Home Papers Reports Projects Code Fragments Dissertations Presentations Posters Proposals Lectures given Course notes

Detecting Transients in Audio

Werner Van Belle1 - werner@yellowcouch.org, werner.van.belle@gmail.com

1- Yellowcouch;

Abstract :  Explained is a transientdetector to detect changes in frequency or volume.

Keywords:  transients, transient detector, groupdelay, phase responce
Reference:  Werner Van Belle; Detecting Transients in Audio; Audio Processing; YellowCouch; August 2012

Table Of Contents
Group Delay
    A tick
    A change in frequency


Transients are important for time pitch modifications. When slowing down, one wants to avoid repeating transients, while, when speeding up one does not want to skip transients. Measuring transients allows us to segment music in easily digestable chopped up pieces, making sample reshuffling possible. Measuring transients is a tricky thing. Quoting Julius Orion Smith: it leads to deeply philosophical discussions.

At first glance measuring the places where a large volume change takes place should suffice. Hi hats and strong sounds can be detected that way. The problem is of course that it cannot deal with hi hats under a thick coat of ambient atmosphere.

At second glance, a position in music is also 'transient' when the central frequency changes. Below we present a technique that detects both types of transients in a straightforward manner. Only the main points are summarized.

Group Delay

The technique measures the group delay of windowed pieces of sound, thereby we assume that each window is a filter to be applied to a tick. By measuring the group delay that tick will undergo, we know where the tick will end up in the original sound, which thus provides us with the transient positions.

The group delay of a filter is defined by how many samples the envelope of a specific frequency is delayed. It is calculated as the negative differential of the unwrapped phase response. To obtain the phase response of a finite impulse response filter one can apply a simple fourier transform to its coefficients and calculate the phases within that frame.

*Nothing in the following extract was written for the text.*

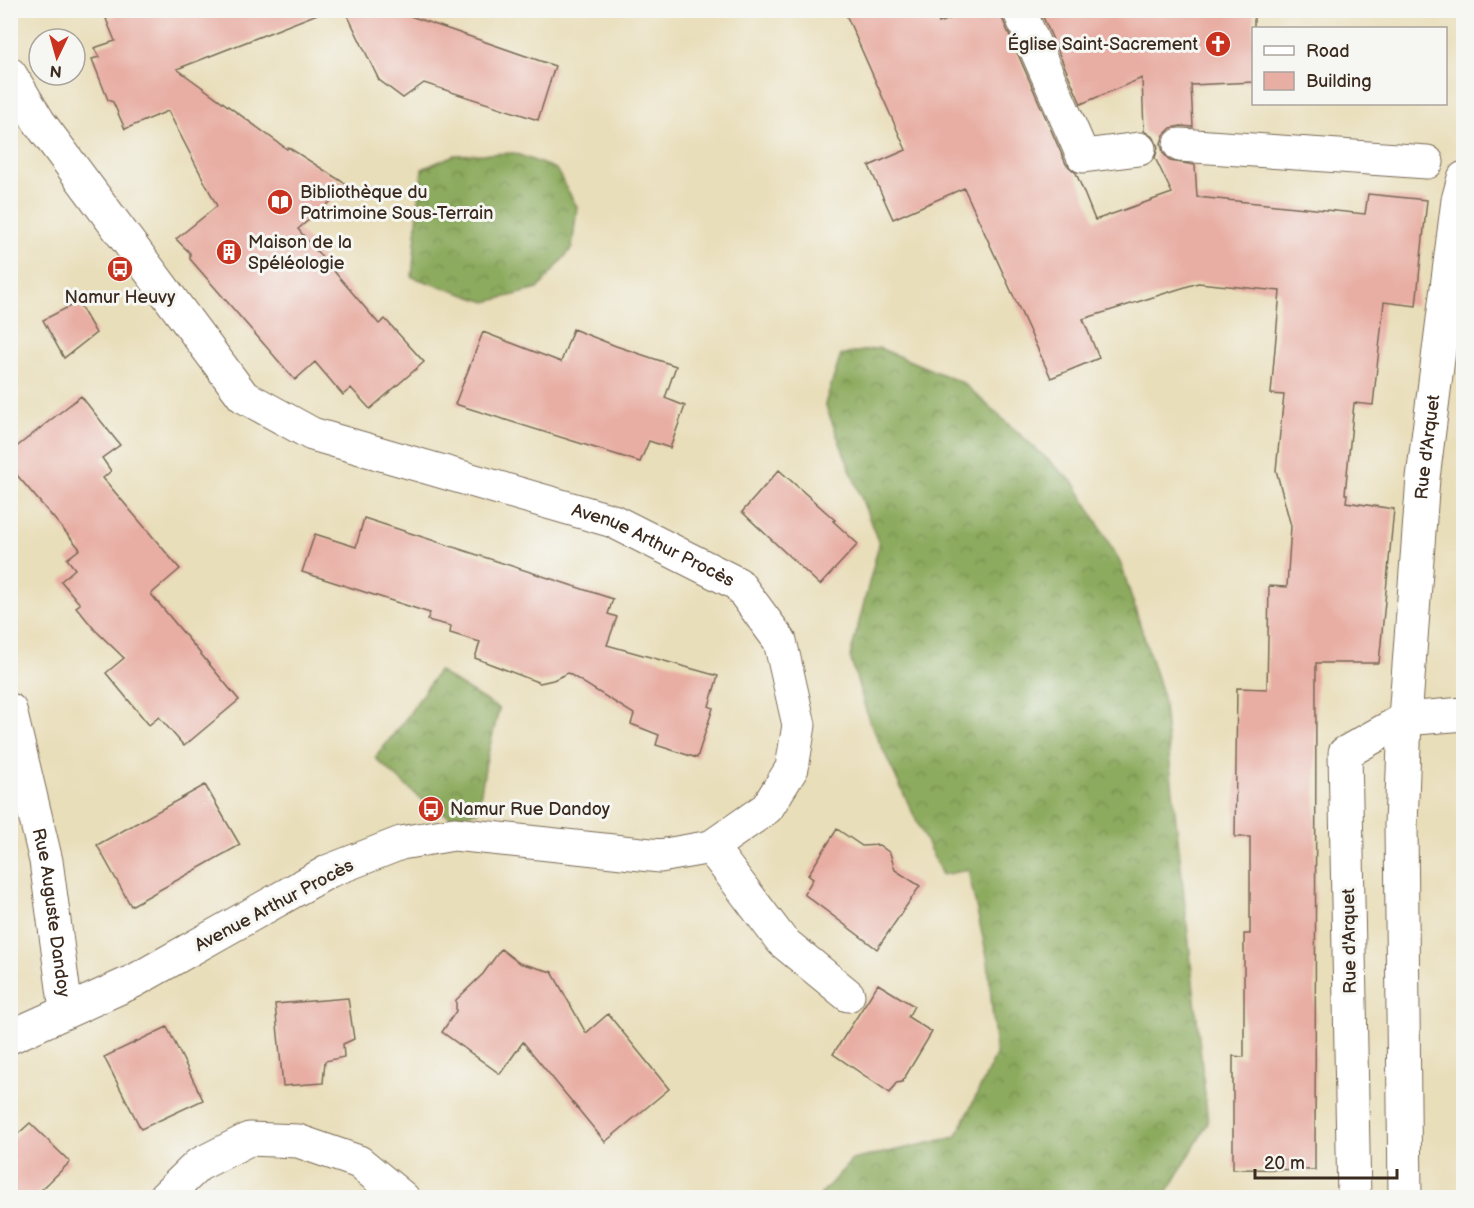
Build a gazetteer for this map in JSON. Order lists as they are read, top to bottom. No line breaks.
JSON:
{"streets":{"street":["Rue d'Arquet","Avenue Arthur Procès","Rue Auguste Dandoy"]},"crossings":[["Avenue Arthur Procès","Rue Auguste Dandoy"]],"places":{"church":["Église Saint-Sacrement"],"library":["Bibliothèque du Patrimoine Sous-Terrain"],"building":["Maison de la Spéléologie"],"bus stop":["Namur Heuvy","Namur Rue Dandoy"]},"legend":["Road","Building"],"scale_bar":"20 m","north":"bottom"}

When calculating the group delay of an audiofragment it is necessary to window that sound before calculating the fourier transform. Otherwise one finds that the typical group delay is 0 (which would be correct because in a cyclic world the transition from the last sample back to the first tends to be discontinuous). Applying a hann window takes care of this obvious problem.

The second problem is the unwrapping of phases. That is done by ensuring that all phase differences fall between 0 and -2Pi. This is contrary to the standard strategy, which targets them to fall within -Pi:Pi. Nevertheless we need group delays that are strictly positive and positioned relative to the start of our audiofragment. Therefore this choice is appropriate and makes our live much less complicated.

As soon as we have a windowed fourier frame with a series of unwrapped phases, we can calculate each frequencies group delay as the negative differential of the phases. Each differential is then a value between 0 and 2 Pi, which corresponds to a delay in samples between 0 and the windowsize. For each frequency we can thus calculate the position at which that frequency is most 'transient'. This information is recorded by marking that position in a secondary array.

To assess the relevance of each transient position we use the log magnitude of the specific fourier bin (a group delay of X for a frequency that is barely audible might help the fourier analysis to reconstruct the audio, but it does have little meaning with respect to the transients we are calculating). Thereby a cutoff-value at for instance -64 dB suffices to deal with the problem of infinities.

Below we show the result of such a transient detector on a tick and a frequency change.

A tick

The red line is the audio input. The blue line is the detected transientness of that position

A change in frequency

The red line is the audio input. The blue line is the detected transientness of that position


An audio block reIn, with size windowsize is used as input. The output is added to a transient array of exactly the same size.

1. apply a hann window to reIn.
2. perform a forward fourier transform of (reIn,0) to (reOut,imOut)
3. prev=0
4. for(i=0;i<windowsize;i++)
5.   j = imOut[i]
     r = reOut[i]
     phase = atan2(j,r)
6.   phase_difference = phase - prev; 
     prev = phase
7.   unwrap the phase_difference to 0:2PI, such that this is a causal filter starting at window position 0
     while( phase_difference < 0 ) 
       phase_difference += 2 * pi;
8.   transient_position = phase_difference * windowsize / (2 * pi);
9.   weight = log(j * j + r * r);
     if (weight>threshold) 
       transients[transient_position] += weight;

This algorithm should be ran over a stream of audio, which is done by merely sliding the window in sufficiently small steps over the audio (E.g: an overlap of 4 to 32 works quite well).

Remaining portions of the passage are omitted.